Mais le jugement sur les passions est variable dans l'histoire de la philosophie, et la question de savoir si la passion est ou non compatible par principe avec la sagesse mérite d'être examinée avec quelque soin. • A priori, les deux notions paraissent contradictoires.

La passion n'est-elle pas par définition en quelque sorte, l'indice de l'irruption, dans l'homme, d'une « ubris » (démesure) que les Grecs redoutaient ? Elle produit des illusions, monopolise la pensée sur un seul objet qu'elle survalorise, pire même, elle cherche fréquemment à se justifier en prétendant mettre le raisonnement à son propre service.

A l'opposé, la sagesse implique la mesure en toutes choses, le comportement soumis à la seule raison, la sobriété dans les réactions affectives et les sentiments.

La passion serait du côté — le vocabulaire y invite — de la passivité : on la subit, elle s'empare du sujet et le consume, alors que la raison garantirait l'indépendance de la pensée et la parfaite maîtrise de soi. L'exclusivisme passionnel explique ce paradoxe, souvent mis en lumière par les psychologues, les moralistes et les romanciers : l'état de passion implique à la fois un enrichissement et un dessèchement de l'affectivité.

L'objet de la passion devient la source des émotions les plus vives Grandet est d'une extrême sensibilité pour tout ce qui concerne son argent. Mais à l'égard de ses proches, c'est un coeur sec, un monstre d'insensibilité. Et si le passionné ne montre pas toujours cette indifférence, s'il semble quelquefois capable de « vibrer » pour bien d'autres choses que l'objet défini de sa passion (par exemple l'amoureux devient très sensible à la musique, ou bien découvre la poésie de la nature), c'est précisément parce qu'il aperçoit le monde entier à travers son délire, parce qu'il « projette » sa passion sur l'univers.

Ainsi le poète dit à la femme aimée : « J'entends vibrer ta voix dans tous les bruits du monde » (Eluard).

Stendhal a très bien décrit ce processus psychologique sous le nom de cristallisation.

Une branche banale, jetée dans les salines de Salzbourg, est retirée toute couverte de cristaux, étincelante comme un bijou.

C'est une image exacte de ce qui se passe dans l'état de passion.

Une femme médiocre paraîtra divine à celui qui en est passionnément amoureux, parce que tous ses rêves, tous ses souvenirs viennent « cristalliser » sur l'objet de sa passion.

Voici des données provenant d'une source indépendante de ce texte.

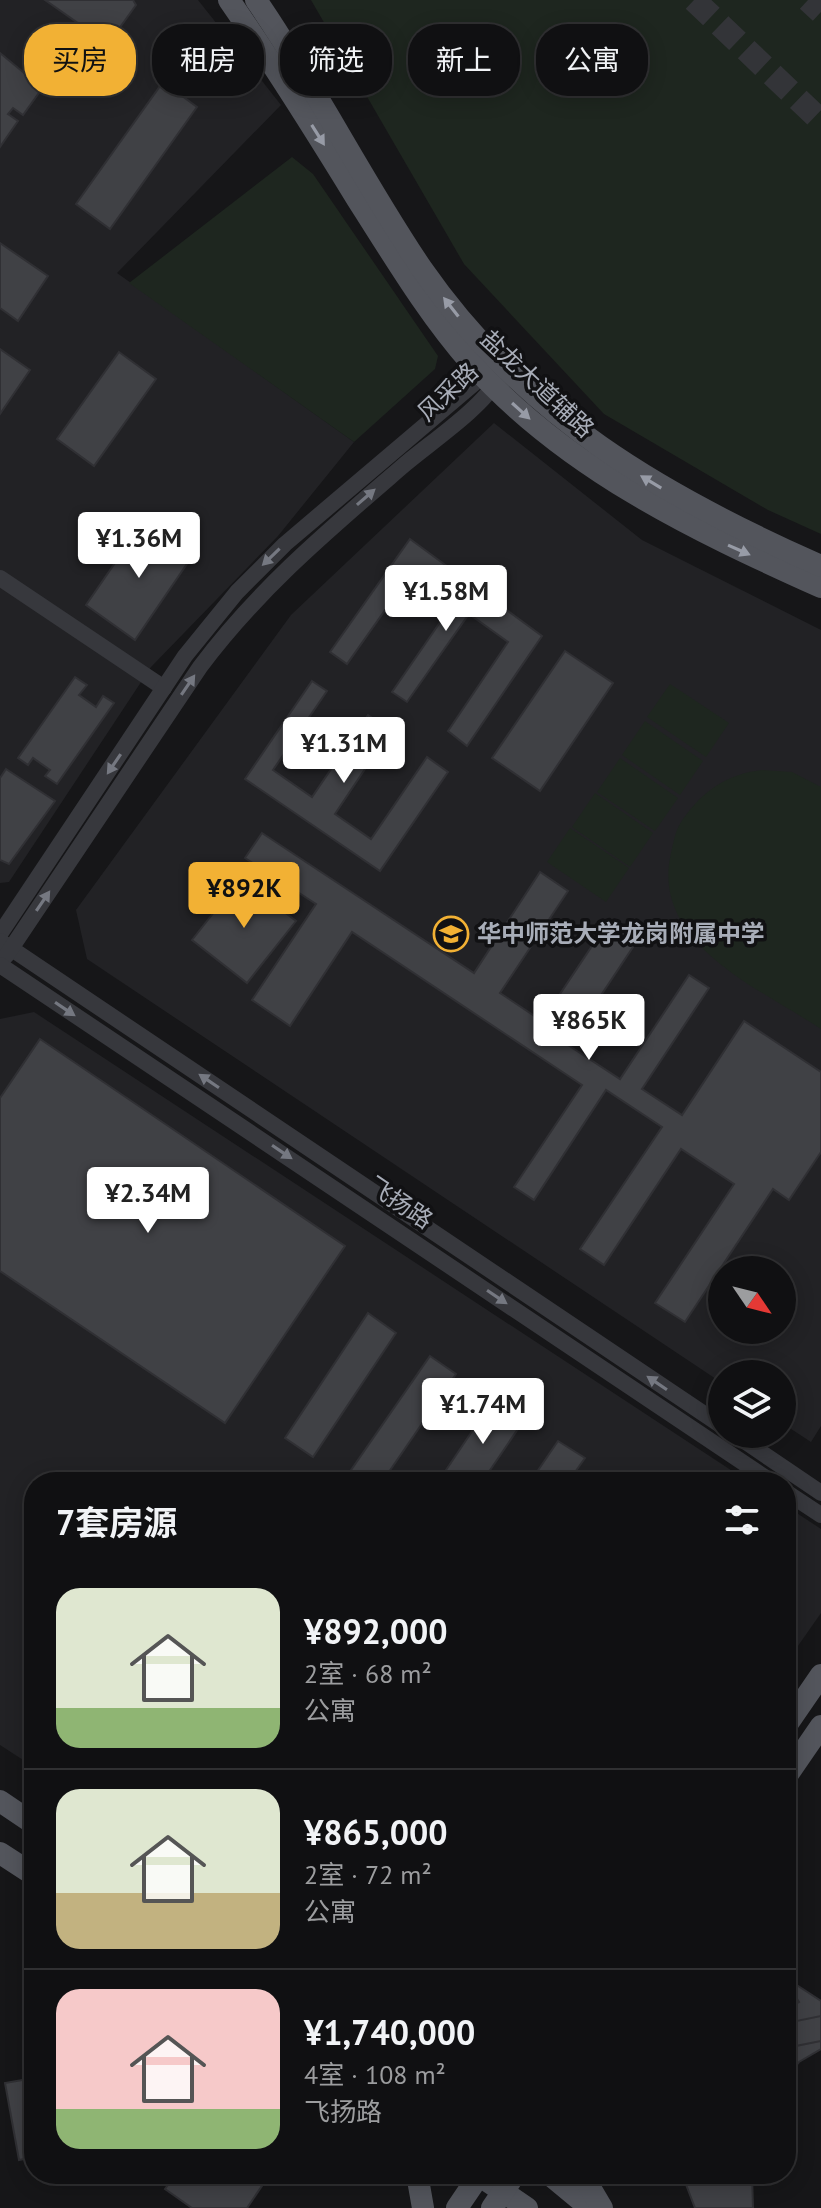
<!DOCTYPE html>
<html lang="zh">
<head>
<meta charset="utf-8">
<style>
  :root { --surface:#101012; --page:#19191b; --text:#f1f3f6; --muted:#9c9d9f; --line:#303032; --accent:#f2b134 }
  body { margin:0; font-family:"PT Sans","Noto Sans SC",sans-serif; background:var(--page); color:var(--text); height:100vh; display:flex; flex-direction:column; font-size:30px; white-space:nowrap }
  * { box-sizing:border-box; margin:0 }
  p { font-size:26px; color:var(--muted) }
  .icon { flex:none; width:44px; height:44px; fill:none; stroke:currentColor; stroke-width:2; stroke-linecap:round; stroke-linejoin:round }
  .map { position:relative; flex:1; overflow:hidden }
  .panel { position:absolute; left:24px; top:1472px; width:772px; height:712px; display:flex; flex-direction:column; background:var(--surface); border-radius:32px; box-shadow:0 4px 20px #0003,0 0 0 2px var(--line) }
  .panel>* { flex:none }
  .hud { position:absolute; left:24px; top:24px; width:774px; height:72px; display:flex; gap:16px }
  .needle { width:52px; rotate:125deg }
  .controls { position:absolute; left:708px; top:1256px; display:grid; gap:16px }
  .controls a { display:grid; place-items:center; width:88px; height:88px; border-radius:50%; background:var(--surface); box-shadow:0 4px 20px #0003,0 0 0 2px var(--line); font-size:40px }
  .price { position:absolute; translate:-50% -68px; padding:0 18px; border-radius:8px; background:#fff; color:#222; font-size:26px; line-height:52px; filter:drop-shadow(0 2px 4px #0008) }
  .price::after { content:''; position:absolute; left:50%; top:48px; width:24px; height:18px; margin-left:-12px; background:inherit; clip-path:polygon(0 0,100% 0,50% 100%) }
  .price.selected { background:var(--accent); color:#111 }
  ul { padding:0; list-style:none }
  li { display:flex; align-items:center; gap:24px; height:200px; padding:0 32px }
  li+li { border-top:2px solid var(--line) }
  li span { display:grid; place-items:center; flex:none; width:224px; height:160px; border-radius:24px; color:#555 }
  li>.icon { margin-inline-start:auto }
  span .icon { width:96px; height:96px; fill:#fffc; stroke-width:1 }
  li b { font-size:34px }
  h2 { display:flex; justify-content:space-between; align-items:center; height:96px; padding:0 32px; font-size:34px }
  .tag { padding:0 28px; border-radius:32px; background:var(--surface); box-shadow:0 4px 20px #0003,0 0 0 2px var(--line); font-size:28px; line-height:72px }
  .tag.selected { background:var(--accent); color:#111 }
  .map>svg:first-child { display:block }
  .built { fill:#222225; fill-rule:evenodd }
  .green { fill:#1e261f }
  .building { fill:#404145; stroke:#303034; stroke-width:2 }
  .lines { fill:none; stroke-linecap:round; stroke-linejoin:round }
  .highway-tunnel { stroke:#333438; stroke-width:24; stroke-dasharray:24 12; stroke-linecap:butt }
  .minor { stroke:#37383d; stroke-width:16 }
  .major { stroke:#53555c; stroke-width:22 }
  .oneway { fill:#979ba6 }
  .oneway2 { fill:#757881 }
  .labels { text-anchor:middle; stroke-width:7; stroke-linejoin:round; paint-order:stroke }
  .street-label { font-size:24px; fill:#a8adb8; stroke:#111113 }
  .poi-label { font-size:24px; font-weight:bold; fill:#a8adb8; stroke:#111113; text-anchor:start }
</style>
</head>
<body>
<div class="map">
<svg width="821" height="2208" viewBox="0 0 821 2208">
  <rect width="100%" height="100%" fill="#161618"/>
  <!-- built -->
  <g class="built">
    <polygon points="0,0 198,0 281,105 117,273 354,442 278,536 151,667 9,882 0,883"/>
    <path d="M494,423L642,540L821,630V1426L811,1442L782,1423V1374H722V1383L87,959L76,910L291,615ZM722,1270H782V1330H722Z"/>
    <polygon points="34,1012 749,1482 34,1482 34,1767 0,1745 0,1019"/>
    <polygon points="786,1506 821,1529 821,1613 786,1663"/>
  </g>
  <!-- green -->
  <g class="green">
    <polygon points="311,0 821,0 821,534 768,510 604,414 464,264"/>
    <polygon points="292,157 313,174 438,356 435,369 354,442 129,283"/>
    <polygon points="670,684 729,723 706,757 647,717"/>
    <polygon points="645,721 703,761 680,795 622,755"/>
    <polygon points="620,758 678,798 655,831 597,792"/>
    <path d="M762,770L792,772L821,787V1029C759,988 650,943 671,853C674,841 675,830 683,819C703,791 727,774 762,770Z"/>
    <polygon points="595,793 653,833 630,867 572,827"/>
    <polygon points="570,828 629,868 606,902 547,862"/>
  </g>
  <!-- building -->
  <g class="building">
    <polygon points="45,0 133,0 136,5 108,44"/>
    <polygon points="0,53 29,77 32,74 46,83 23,115 13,108 8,114 18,121 0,147"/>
    <polygon points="163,82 197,107 110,229 76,204"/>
    <polygon points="0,243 48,276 18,321 0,308"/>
    <polygon points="0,349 30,370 0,414"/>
    <polygon points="119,352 156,379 94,466 57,439"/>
    <polygon points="144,521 193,555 135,640 86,605"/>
    <polygon points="410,539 542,636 467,746 448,731 508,642 469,614 407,702 392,692 454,602 412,572 347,664 330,652"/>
    <polygon points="565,651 613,683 540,791 492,758"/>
    <polygon points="75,677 87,685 79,695 96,707 103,696 114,703 57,784 45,776 50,770 33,758 28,765 18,758"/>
    <polygon points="312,681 327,691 273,770 312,797 368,715 391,730 335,814 371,839 427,757 448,772 380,871 245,779"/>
    <polygon points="6,769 55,801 9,864 0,860 0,778"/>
    <polygon points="262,833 474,973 540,872 568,891 500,993 542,1021 608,922 637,941 568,1045 620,1079 689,975 709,988 642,1089 682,1115 744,1021 821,1072 821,1152 789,1200 773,1189 685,1322 655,1303 734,1184 681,1149 604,1265 580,1249 662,1127 606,1090 534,1200 514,1187 582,1085 352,932 290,1026 252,1000 316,904 245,858"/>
    <polygon points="241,878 296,921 247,983 192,940"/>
    <polygon points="40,1039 345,1246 225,1423 0,1271 0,1098"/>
    <polygon points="368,1313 396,1333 313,1457 285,1438"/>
    <polygon points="430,1356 456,1374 382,1482 363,1482 349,1473"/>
    <polygon points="493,1400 524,1420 482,1482 438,1482"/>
    <polygon points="558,1441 585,1458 568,1482 530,1482"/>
    <polygon points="786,1978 821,2001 821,2049 799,2062 786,2078"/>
    <polygon points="786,1983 799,2002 786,2010"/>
    <polygon points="786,2015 792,2022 821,2016 821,2041 796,2046 786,2059"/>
    <polygon points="34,2078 34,2157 19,2160 5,2083"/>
    <polygon points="176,2174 270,2174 247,2208 192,2208 165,2189"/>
    <polygon points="682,2174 752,2174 753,2208 695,2208"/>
  </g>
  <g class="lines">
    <!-- highway-tunnel -->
    <g class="highway-tunnel">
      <polyline points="694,0 821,121"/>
      <polyline points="808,0 821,12"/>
    </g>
    <!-- minor -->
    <g class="minor">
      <polyline points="0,578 164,688"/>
      <polyline points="0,934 185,656 237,592 285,544 490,370"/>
      <polyline points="0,941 722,1426"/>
      <path d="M6,956L200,667C258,589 331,528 404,465C431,442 482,408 498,379"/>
      <polyline points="0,965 772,1482"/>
      <polyline points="734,1434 821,1493"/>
      <polyline points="786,1492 821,1515"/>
    </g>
    <!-- major -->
    <g class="major">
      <path d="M229,0C274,65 316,132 357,199C393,255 427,313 471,363C566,469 694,530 821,587"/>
      <path d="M256,0C316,87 363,182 422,269C524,416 662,496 821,566"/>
      <polyline points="786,1726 821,1675"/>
      <polyline points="786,1777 821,1726"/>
      <polyline points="0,1801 34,1824"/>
      <polyline points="0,1853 34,1875"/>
      <polyline points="417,2174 423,2208"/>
      <polyline points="477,2174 527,2208"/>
      <polyline points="549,2174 590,2208"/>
      <polyline points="582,2174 602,2208"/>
      <polyline points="457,2208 480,2174"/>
      <polyline points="492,2208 515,2174"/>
    </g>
  </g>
  <!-- one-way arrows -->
  <defs><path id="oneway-solid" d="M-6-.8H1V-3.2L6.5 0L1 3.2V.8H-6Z" transform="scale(2)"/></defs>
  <g class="oneway">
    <use href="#oneway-solid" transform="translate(318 135) rotate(58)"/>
    <use href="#oneway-solid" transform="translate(451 307) rotate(-128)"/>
    <use href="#oneway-solid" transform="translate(521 411) rotate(42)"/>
    <use href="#oneway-solid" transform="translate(651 482) rotate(-149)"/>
    <use href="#oneway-solid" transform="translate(739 550) rotate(24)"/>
  </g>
  <g class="oneway2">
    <use href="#oneway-solid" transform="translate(366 497) rotate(-41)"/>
    <use href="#oneway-solid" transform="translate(271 557) rotate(136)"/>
    <use href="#oneway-solid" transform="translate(188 685) rotate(-56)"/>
    <use href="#oneway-solid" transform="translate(114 764) rotate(124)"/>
    <use href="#oneway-solid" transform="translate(43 901) rotate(-56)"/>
    <use href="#oneway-solid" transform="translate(65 1009) rotate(34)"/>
    <use href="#oneway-solid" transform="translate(209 1081) rotate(-146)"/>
    <use href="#oneway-solid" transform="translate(282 1152) rotate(34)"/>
    <use href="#oneway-solid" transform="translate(497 1297) rotate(34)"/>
    <use href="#oneway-solid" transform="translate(657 1383) rotate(-146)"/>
  </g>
  <!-- icons -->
  <defs>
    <g id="school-ring" transform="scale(1.8)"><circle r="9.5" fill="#111113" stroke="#f2b134" stroke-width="1.5"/><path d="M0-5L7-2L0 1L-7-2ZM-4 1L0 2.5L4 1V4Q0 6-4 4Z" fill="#f2b134"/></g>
  </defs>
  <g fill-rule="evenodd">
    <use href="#school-ring" x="451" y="934"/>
  </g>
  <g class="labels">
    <!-- street labels -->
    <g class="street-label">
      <text transform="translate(537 384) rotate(43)" y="8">盐龙大道辅路</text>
      <text transform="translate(448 392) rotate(-43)" y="8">风采路</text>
      <text transform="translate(400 1203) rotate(34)" y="8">飞扬路</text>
    </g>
    <!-- poi labels -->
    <g class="poi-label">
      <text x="477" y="942">华中师范大学龙岗附属中学</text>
    </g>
  </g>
</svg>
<div class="controls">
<a><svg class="needle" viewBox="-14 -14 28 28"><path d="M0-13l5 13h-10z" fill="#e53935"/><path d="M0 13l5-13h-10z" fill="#9c9d9f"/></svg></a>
<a><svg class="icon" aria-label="layers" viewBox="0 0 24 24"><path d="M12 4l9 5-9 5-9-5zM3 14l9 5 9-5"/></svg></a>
</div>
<b class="price" style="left:139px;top:580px">¥1.36M</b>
<b class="price" style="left:446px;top:633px">¥1.58M</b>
<b class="price" style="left:344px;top:785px">¥1.31M</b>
<b class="price selected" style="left:244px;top:930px">¥892K</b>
<b class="price" style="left:589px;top:1062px">¥865K</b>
<b class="price" style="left:148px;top:1235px">¥2.34M</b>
<b class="price" style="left:483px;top:1446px">¥1.74M</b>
<div class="hud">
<a class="tag selected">买房</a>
<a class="tag">租房</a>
<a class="tag">筛选</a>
<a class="tag">新上</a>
<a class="tag">公寓</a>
</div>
<section class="panel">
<h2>7套房源<svg class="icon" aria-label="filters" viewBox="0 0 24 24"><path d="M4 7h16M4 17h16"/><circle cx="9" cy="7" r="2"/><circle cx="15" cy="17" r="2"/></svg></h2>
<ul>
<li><span style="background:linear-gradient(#dfe7d0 75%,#8fb573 0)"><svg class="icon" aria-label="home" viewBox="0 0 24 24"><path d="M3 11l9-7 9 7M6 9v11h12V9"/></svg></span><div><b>¥892,000</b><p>2室 · 68 m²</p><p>公寓</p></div></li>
<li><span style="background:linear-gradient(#dfe7d0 65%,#c2b280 0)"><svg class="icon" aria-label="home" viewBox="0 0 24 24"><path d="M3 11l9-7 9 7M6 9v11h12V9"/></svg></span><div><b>¥865,000</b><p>2室 · 72 m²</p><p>公寓</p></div></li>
<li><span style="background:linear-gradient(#f6c9c9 75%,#8fb573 0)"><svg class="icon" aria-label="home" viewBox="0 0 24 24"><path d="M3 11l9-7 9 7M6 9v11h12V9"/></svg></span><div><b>¥1,740,000</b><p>4室 · 108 m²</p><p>飞扬路</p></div></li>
</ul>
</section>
</div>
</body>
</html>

C'est sans doute pour cela que les amours des autres nous sont généralement incompréhensibles.

L'objet de la passion apparaît le plus souvent dérisoire pour celui qui en juge de l'extérieur, objectivement.

C'est le passionné qui l'enrichit de tout ce qu'il projette sur lui.

On a dit que l'amour était comme les auberges espagnoles.

Dépouiller les êtres de tout ce que nos passions leur prêtent, c'est les réduire à eux-mêmes, cad souvent à peu de chose.

Le héros de Proust note avec lucidité qu' « Albertine n'était, comme une pierre autour de laquelle il a neigé, que le centre générateur d'une immense construction qui passait par le plan de mon coeur.

» Proust a montré en des analyses admirables, que l'objet d'une passion était son prétexte plutôt que sa source.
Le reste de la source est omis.